Faut-il rappeler qu’il y a six mois, des policiers se trouvaient sous le feu de balles terroristes et qu’on y laissait 130 corps ? Faut-il rappeler que les forces de l’ordre peuvent être tirés comme des lapins, à tout moment, par des fanatiques en cagoule croyant jouer à la guerre sainte. Ils sont déjà bien assez épuisés, par des milliers d’heures supplémentaires, pour ne pas avoir à jouer à Kung fu Panda avec des faux rebelles à capuche, croyant rejouer Mai 68 ou la Commune.

Nous ne sommes ni en Mai 68 ni au bon vieux temps de la Commune. Mais en 2016. Et en 2016, la police a déjoué sept tentatives d’attaques depuis un an. On s’attend à tout moment à des tirs dans la foule. Chaque rassemblement est un enfer à sécuriser. L’Euro s’annonce comme un moment à haut risque.

C’est à cause de ce risque qu’il faut sans doute prolonger l’Etat d’urgence. Il n’empêche pas de manifester, tous les soirs si on veut, contre la loi travail ou les violences policières. Qui existent et se multiplient. Mais rien, absolument rien, ne justifie de s’en prendre physiquement aux gardiens de la Paix. Qui plus est quand la paix est autant menacée.
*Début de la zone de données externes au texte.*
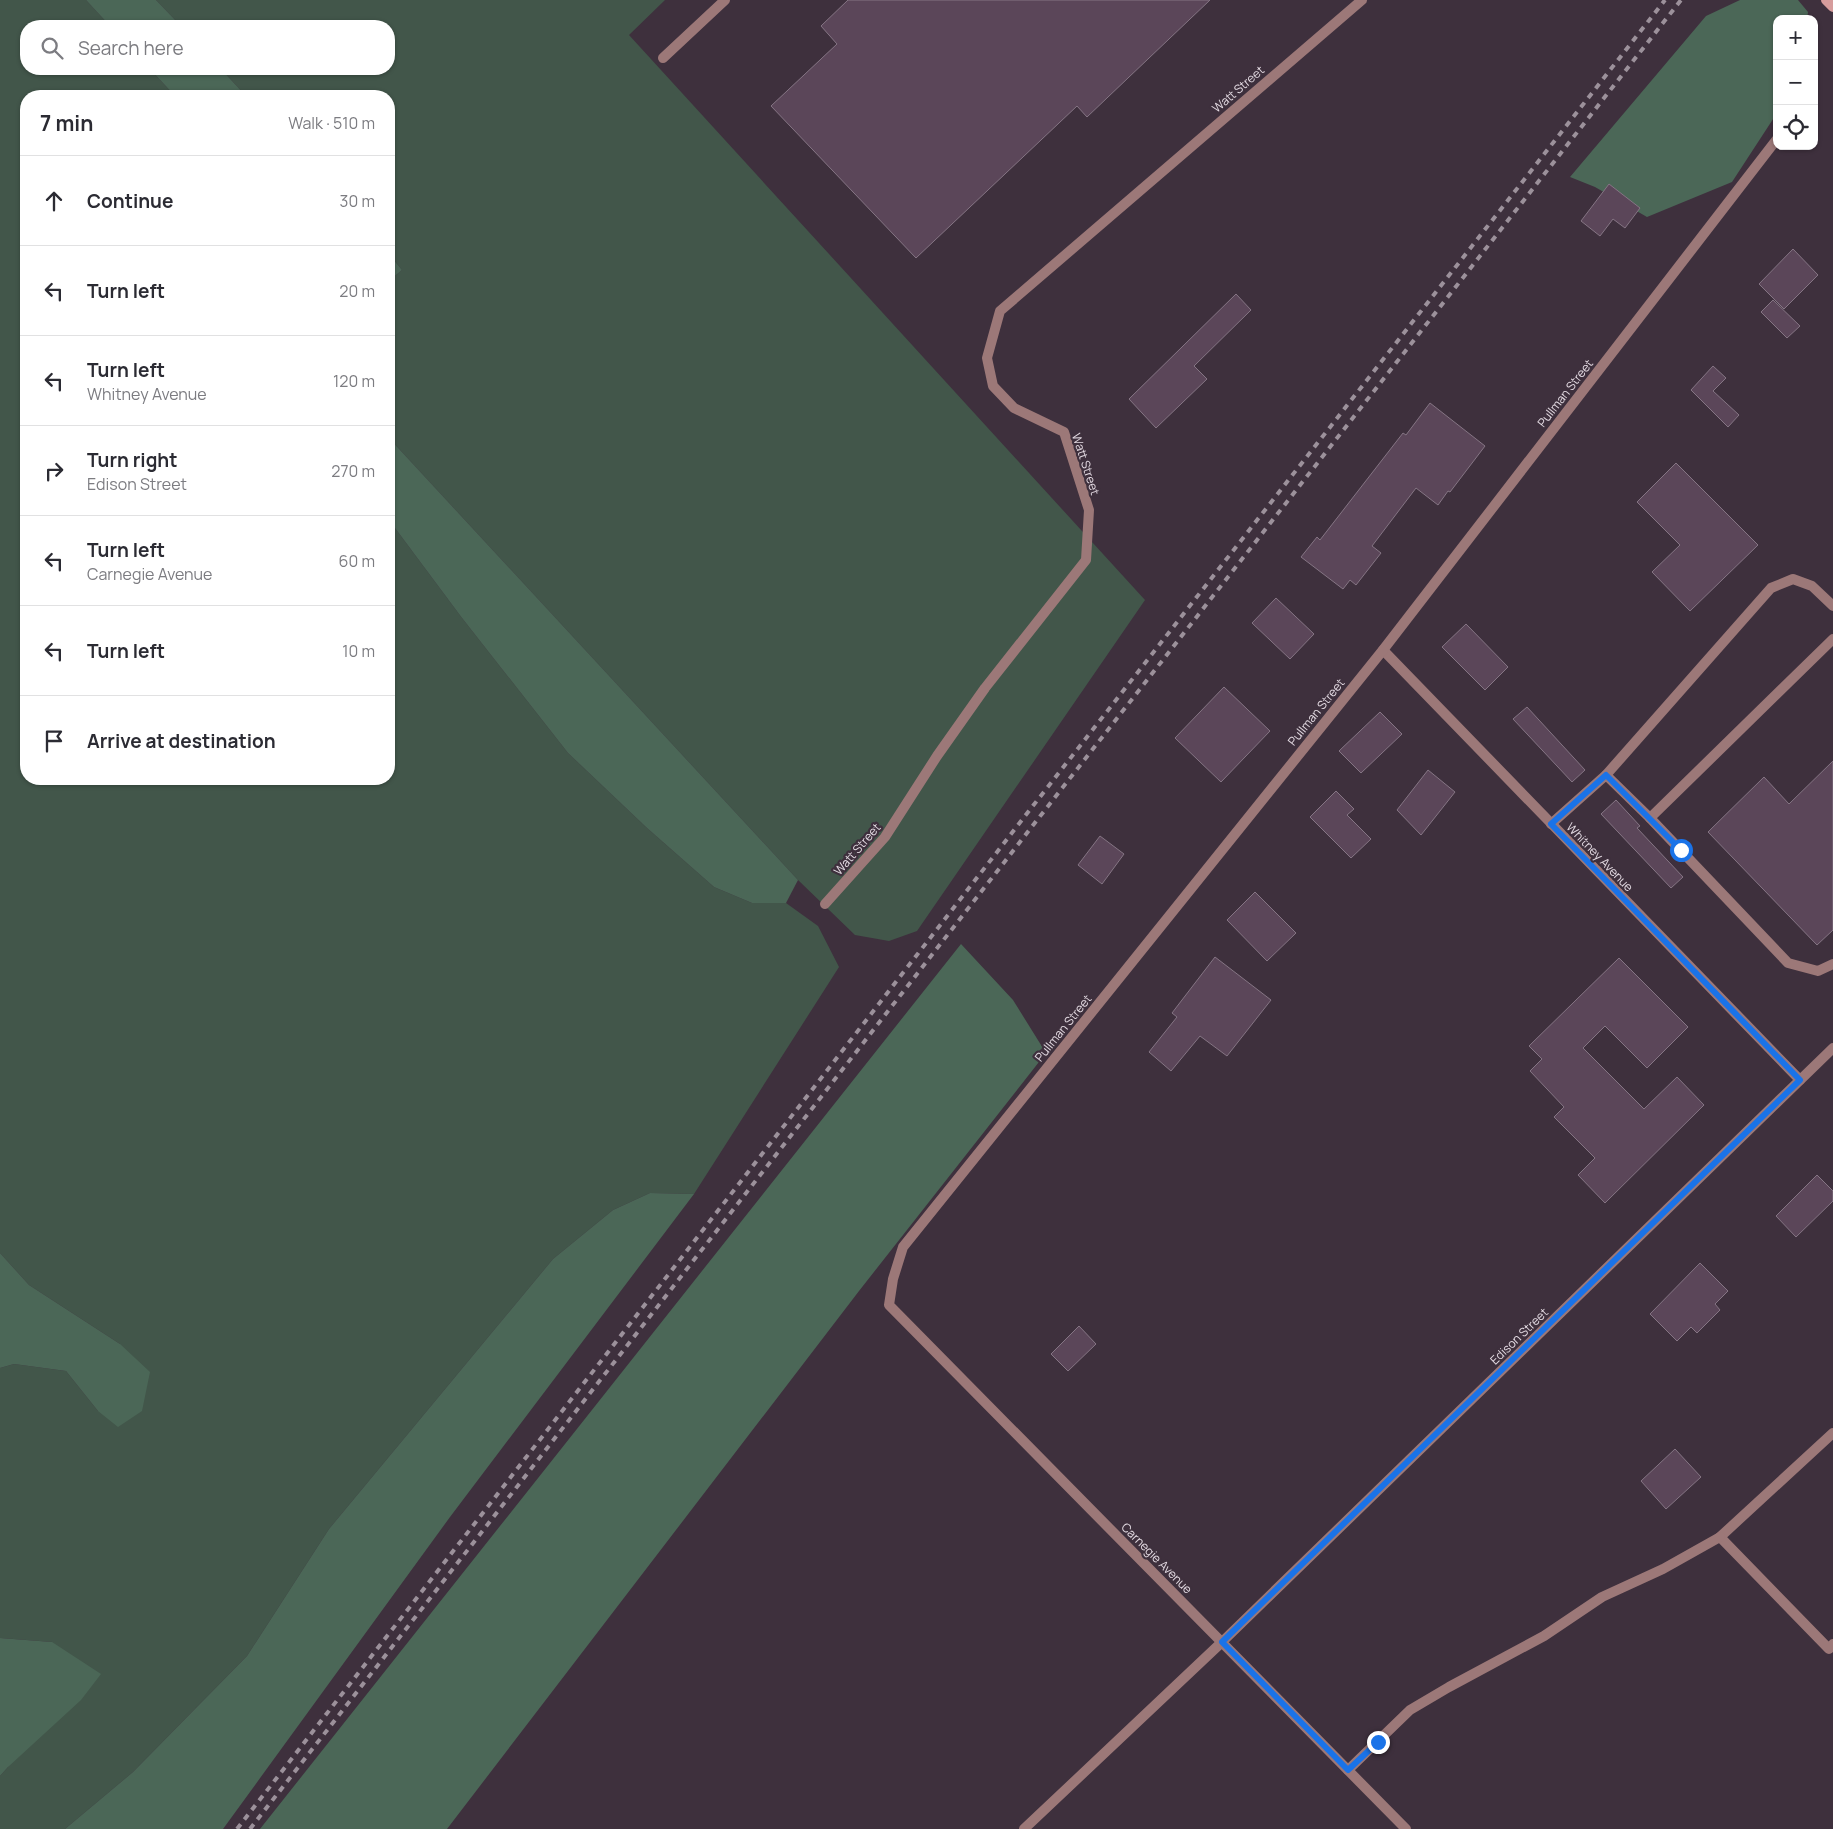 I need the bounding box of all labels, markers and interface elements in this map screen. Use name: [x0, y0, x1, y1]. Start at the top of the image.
map controls: [1773, 15, 1818, 150]
button: +: [1773, 15, 1818, 60]
search box: [20, 20, 395, 75]
icon: search: [38, 34, 66, 62]
text: Search here: [78, 35, 184, 61]
button: −: [1773, 60, 1818, 105]
street label: Watt Street: [1208, 62, 1268, 116]
button: locate: [1773, 105, 1818, 150]
text: 7 min: [40, 109, 93, 137]
text: Walk · 510 m: [288, 112, 375, 134]
icon: ahead: [40, 187, 68, 215]
text: Continue: [87, 188, 173, 214]
text: 30 m: [340, 190, 375, 212]
icon: left: [40, 277, 68, 305]
text: Turn left: [87, 278, 165, 304]
text: 20 m: [339, 280, 375, 302]
street label: Pullman Street: [1533, 355, 1597, 430]
text: Turn left: [87, 357, 165, 383]
icon: left: [40, 367, 68, 395]
text: 120 m: [333, 370, 375, 392]
text: Whitney Avenue: [87, 383, 207, 405]
street label: Watt Street: [1068, 431, 1104, 497]
text: Turn right: [87, 447, 177, 473]
icon: right: [40, 457, 68, 485]
text: 270 m: [331, 460, 375, 482]
text: Edison Street: [87, 473, 187, 495]
text: Turn left: [87, 537, 165, 563]
icon: left: [40, 547, 68, 575]
text: 60 m: [339, 550, 375, 572]
text: Carnegie Avenue: [87, 563, 212, 585]
icon: left: [40, 637, 68, 665]
text: Turn left: [87, 638, 165, 664]
text: 10 m: [342, 640, 375, 662]
street label: Pullman Street: [1284, 675, 1348, 749]
icon: arrive: [40, 727, 68, 755]
text: Arrive at destination: [87, 728, 276, 754]
street label: Watt Street: [830, 819, 884, 879]
street label: Whitney Avenue: [1563, 819, 1637, 895]
route start: [1670, 839, 1693, 862]
street label: Pullman Street: [1031, 991, 1095, 1065]
street label: Edison Street: [1486, 1304, 1552, 1368]
street label: Carnegie Avenue: [1118, 1519, 1196, 1597]
route end: [1367, 1731, 1390, 1754]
La responsabilité gouvernementale de la désunion

Le gouvernement porte clairement une part de responsabilité dans la désunion. Quand on prend des mesures à la limite de la démocratie pour lutter contre le terrorisme, on ne peut pas — en même temps — prendre le risque de fracturer un pays pour des raisons électorales ou sociales. La loi Travail est une loi incendiaire, propre à enflammer la gauche. Elle ne pouvait passer sans un bras de fer. Dans ce contexte, la brutalité symbolique d’un 49-3 s’ajoute aux mesures liberticides prises au nom de l’Etat d’urgence. Même s’il est prévu par nos institutions républicaines, n’empêche pas les navettes parlementaires, et prévoit la possibilité de censurer du gouvernement.

A un an d’une présidentielle aussi déprimante, en l’absence de perspective politique, la stratégie de l’ultra fermeté républicaine tous azimuts ne peut qu’exciter et ranimer un vieux rêve de gauche révolutionnaire ou anarchiste. De celle qui approuvait déjà qu’on pose des bombes aux terrasses des cafés sous la Troisième République, en tonnant contre les lois scélérates et une classe politique éclaboussée par le scandale de Panama. Par chance, à notre époque, c’est surtout le FN qui est concerné par les révélations des Panama Papers. Et la gauche républicaine reste largement majoritaire. Mais le Premier ministre, qui souhaite l’incarner, doit rassurer sur sa capacité à défendre autant la République que la Démocratie, en respectant davantage les contre-pouvoirs et son aile gauche.

Le chantage et l’amnésie de l’ultra-droite

Comme rien n’est jamais simple, sur son aile droite, le gouvernement est accusé de mollesse. Un refrain entendu sur toutes les chaines, en boucle, le soir de l’attaque contre la voiture de police. Le Front national, qui explose dans les intentions de vote des policiers, y tenait meeting, micro ouvert, parfois sans contradicteurs, pour accuser le gouvernement de laisser faire. Alors qu’il vient de prolonger l’Etat d’urgence, de procéder à des centaines d’interpellations et qu’il en est à assigner à résidence plusieurs militants pour leur interdire de manifester. Parfois sur des bases juridiques fragiles.

Parmi les quatre suspects arrêtés dans le cadre de l’enquête sur l’attaque contre la voiture de police, trois auraient fait « l’objet d’une interdiction de paraître dans les manifestations ». Des arrêtés cassés par le tribunal administratif. Même imparfaits, cela s’appelle des contre-pouvoirs. La preuve que nous ne vivons pas en dictature, contrairement à ceux qui croient défier un pouvoir quasi fasciste.

Les fascistes, les vrais, ne sont pas encore au pouvoir en France.

Si la gauche de gouvernement cédait à l’angélisme, sans doute, l’extrême droite aurait un boulevard. Et là, le vrai recul des libertés serait irratrapable. Dans l’opposition, elle propose déjà à mots couverts de dissoudre mettre en prison, préventivement, toute personne turbulente en manifestation voire de dissoudre l’ultra-gauche.

Bien sûr, cette droite radicale et même la droite plus républicaine s’indignaient lorsque la police interpellait les opposants ultra-violents au mariage pour tous. Par une heureuse reconstruction de la mémoire, elle ne se souvient aujourd’hui que de gentils veilleurs, assis en silence. Plus du tout des hommes en capuche rouant de coups les journalistes ou attaquant les forces de police avec la même férocité que leurs clones d’extrême gauche. Décidément, les extrêmes sont faits pour s’entendre.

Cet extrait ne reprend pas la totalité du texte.